(Foto: Archivo El Comercio)
(Foto: Archivo El Comercio)
Francesca Denegri

El fantasma de la Lima en llamas de los ochenta ha vuelto a despertar con su ruido hiriente y atronador. No por las bombas que explotan en la ciudad, tampoco por el terrorismo que acecha agazapado en cada esquina, sino por el ruido que día y noche hacen la prensa y los políticos por la excarcelación de una condenada que acaba de cumplir su sentencia completa.

No es la primera senderista que sale de prisión según manda la ley. Han desfilado antes que ella Judith Galván y Nelly Evans, entre otras. Muchas, aun si no todas, viven hoy tratando de reinsertarse en la sociedad. Y pronto le tocará su turno a otras militantes de rango más alto en la organización, como Martha Huatay, Victoria Trujillo Agurto y Angélica Salas. Pero ni vimos ni creo que veremos con ellas el salvaje circo de periodistas aglomerados en las puertas del penal, empujando a la excarcelada micrófono en mano como si fuera un arma, y preguntándole a mansalva si le pediría perdón al país por sus crímenes. Como si el perdón fuera un deber y no una gracia.

Tampoco veremos el penoso espectáculo de una camioneta en marcha incierta por la Panamericana Norte buscando el lugar donde poner a su pasajera a resguardo, y tropezando en cada parada con un cartel anunciándole que es “persona non grata”. Porque de Casma a Piura y de Talara a Máncora, el mensaje fue ese. Como es natural, su madre habría esperado acogerla en su casa de Miraflores, pero ante la ira de los vecinos que gritaban “¡Maritza, vete del Perú!”, habrían cambiado de plan para buscar un refugio más seguro. Sin embargo, en esa ruta por la que optaron, pronto se habrán dado cuenta de que en el fondo lo que se pretendía era perseguirla hasta verla desaparecer, quien sabe si por la frontera en Huaquillas o por algún hueco en la pista.
Mientras tanto, los políticos nacionales no se cansaban de vociferar acerca de su peligrosidad y desquiciamiento.

No creo que la virulencia de esta reacción se deba solo a que la excarcelada es senderista. Si fuera así, ya habríamos visto este triste espectáculo varias veces antes. Tampoco porque es senderista, y blanca, y de clase media alta, sino más precisamente porque, como el personaje de “Por qué hacen tanto ruido” (Carmen Ollé, 1992), Maritza tiene ahora el estigma de ser una “blanca sucia”. Es decir, una mujer expulsada de su casta. Una descastada.

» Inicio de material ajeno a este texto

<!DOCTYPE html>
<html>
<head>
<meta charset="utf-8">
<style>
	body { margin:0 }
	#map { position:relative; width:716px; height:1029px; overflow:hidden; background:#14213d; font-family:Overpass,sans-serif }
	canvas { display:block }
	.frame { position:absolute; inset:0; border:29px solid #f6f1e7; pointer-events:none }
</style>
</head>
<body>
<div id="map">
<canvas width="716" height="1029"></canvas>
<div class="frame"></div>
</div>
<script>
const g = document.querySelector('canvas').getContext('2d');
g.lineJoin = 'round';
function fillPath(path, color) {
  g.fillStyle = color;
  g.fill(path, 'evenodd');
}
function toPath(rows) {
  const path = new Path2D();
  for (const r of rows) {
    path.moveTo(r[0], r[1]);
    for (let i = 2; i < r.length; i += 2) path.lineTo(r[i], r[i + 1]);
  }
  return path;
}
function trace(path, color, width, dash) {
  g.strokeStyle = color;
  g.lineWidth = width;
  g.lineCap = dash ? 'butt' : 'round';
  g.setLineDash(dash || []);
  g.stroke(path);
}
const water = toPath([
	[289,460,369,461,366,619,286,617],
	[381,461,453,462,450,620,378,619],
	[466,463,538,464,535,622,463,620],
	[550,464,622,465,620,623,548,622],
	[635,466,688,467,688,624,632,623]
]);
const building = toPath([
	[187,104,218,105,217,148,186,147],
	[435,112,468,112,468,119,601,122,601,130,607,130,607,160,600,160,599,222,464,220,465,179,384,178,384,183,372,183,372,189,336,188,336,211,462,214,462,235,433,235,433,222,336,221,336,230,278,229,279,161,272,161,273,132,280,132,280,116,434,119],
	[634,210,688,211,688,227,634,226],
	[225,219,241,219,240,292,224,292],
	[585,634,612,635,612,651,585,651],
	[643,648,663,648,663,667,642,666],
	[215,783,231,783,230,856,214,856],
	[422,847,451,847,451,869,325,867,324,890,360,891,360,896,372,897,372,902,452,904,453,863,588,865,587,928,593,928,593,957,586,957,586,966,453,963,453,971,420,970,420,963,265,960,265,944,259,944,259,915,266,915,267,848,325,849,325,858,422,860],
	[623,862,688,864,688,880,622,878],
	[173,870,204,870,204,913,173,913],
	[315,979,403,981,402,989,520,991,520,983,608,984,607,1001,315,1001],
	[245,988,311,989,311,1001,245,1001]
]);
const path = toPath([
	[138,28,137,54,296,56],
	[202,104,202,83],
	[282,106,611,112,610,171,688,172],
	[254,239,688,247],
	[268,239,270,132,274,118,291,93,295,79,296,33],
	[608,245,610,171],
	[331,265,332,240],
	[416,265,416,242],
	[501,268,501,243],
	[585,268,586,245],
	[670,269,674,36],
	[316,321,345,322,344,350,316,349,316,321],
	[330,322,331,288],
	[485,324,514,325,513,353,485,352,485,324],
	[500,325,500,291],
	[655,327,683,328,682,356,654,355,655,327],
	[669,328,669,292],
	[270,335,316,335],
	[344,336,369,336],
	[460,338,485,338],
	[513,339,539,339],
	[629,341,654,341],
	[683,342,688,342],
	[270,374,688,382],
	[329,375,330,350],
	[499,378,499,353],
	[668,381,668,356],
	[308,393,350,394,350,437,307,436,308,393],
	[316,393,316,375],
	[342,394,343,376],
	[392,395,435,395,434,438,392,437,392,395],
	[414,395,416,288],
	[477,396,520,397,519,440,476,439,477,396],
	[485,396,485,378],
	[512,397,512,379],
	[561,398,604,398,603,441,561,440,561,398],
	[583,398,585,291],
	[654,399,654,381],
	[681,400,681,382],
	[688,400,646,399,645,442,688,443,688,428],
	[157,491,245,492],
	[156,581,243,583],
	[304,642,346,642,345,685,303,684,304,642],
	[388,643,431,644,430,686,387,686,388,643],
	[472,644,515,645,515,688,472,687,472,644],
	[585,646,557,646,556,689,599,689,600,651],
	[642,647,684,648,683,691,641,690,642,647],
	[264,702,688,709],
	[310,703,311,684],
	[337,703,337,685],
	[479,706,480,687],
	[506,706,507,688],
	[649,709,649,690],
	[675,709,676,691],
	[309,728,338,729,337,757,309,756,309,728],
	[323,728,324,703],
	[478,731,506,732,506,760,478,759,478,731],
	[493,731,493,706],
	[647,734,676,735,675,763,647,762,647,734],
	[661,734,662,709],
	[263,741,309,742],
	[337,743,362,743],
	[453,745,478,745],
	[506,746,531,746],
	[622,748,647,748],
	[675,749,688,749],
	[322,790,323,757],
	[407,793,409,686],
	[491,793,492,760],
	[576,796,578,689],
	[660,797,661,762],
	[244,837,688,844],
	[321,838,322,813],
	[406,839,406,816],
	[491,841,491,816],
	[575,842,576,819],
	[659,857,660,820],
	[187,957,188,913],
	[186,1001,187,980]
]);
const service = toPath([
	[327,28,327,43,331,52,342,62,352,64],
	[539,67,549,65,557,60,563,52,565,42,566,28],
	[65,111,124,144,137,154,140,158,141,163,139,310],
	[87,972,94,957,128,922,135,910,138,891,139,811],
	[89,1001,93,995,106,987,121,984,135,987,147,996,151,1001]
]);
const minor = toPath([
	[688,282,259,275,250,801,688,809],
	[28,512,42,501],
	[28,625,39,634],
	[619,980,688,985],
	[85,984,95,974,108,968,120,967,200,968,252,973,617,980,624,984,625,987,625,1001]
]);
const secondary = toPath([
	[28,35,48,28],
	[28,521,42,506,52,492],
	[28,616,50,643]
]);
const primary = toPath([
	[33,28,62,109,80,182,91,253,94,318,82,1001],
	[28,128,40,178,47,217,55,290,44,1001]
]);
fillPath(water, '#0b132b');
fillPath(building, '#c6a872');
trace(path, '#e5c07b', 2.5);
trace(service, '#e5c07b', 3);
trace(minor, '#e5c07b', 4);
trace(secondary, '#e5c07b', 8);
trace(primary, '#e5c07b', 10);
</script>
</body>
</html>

Repetir aquel recurso tan común en la Edad Media de condenar a los indeseables a vagar errantes cargando su estigma por el mundo resulta hoy de una torpeza sin nombre. Si de lo que se trata es de crear un país más seguro, mucho más inteligente sería seguir el ejemplo de Colombia y su acuerdo de paz. Si las FARC finalmente alcanzaron la gracia y pidieron perdón, por qué no se podría trabajar con ese modelo. Por qué insistir, azuzando al público, en que el negacionismo de Sendero será eterno. Por qué no trabajar con otras tramas.

Pero no todo está perdido. Entre las poquísimas voces de cordura que se han escuchado estos días de tanto ruido y zozobra destacan las de dos hijos de la violencia. La madre de Daina D’Achille fue ejecutada por Sendero, y los padres de José Carlos Agüero por las fuerzas del Estado. Durante veinticinco años Daina mantuvo su dolor enterrado. Hasta que sucedió lo inexplicable cuando un buen día escuchó a José Carlos en la televisión. “El ponía en palabras muchas cosas que tal vez yo sentía, pero que no podía ordenar y decir”, dice en su entrevista en “Somos”. Entonces fue a buscarlo y conversaron. Y ahí encontró el hilo que la llevaría a su proceso de duelo.

De no haber sido porque Daina se abrió a la voz del hijo del enemigo, tan huérfano como ella, hoy ella seguiría deseando que el fantasma que mató a su madre desapareciera también en alguna barca a la deriva por la Panamericana Norte.Optó sin embargo por conocerlo y abrirse a la complejidad del debate. Ojalá el país sepa oír su propio llamado y tome rumbos más productivos y éticos.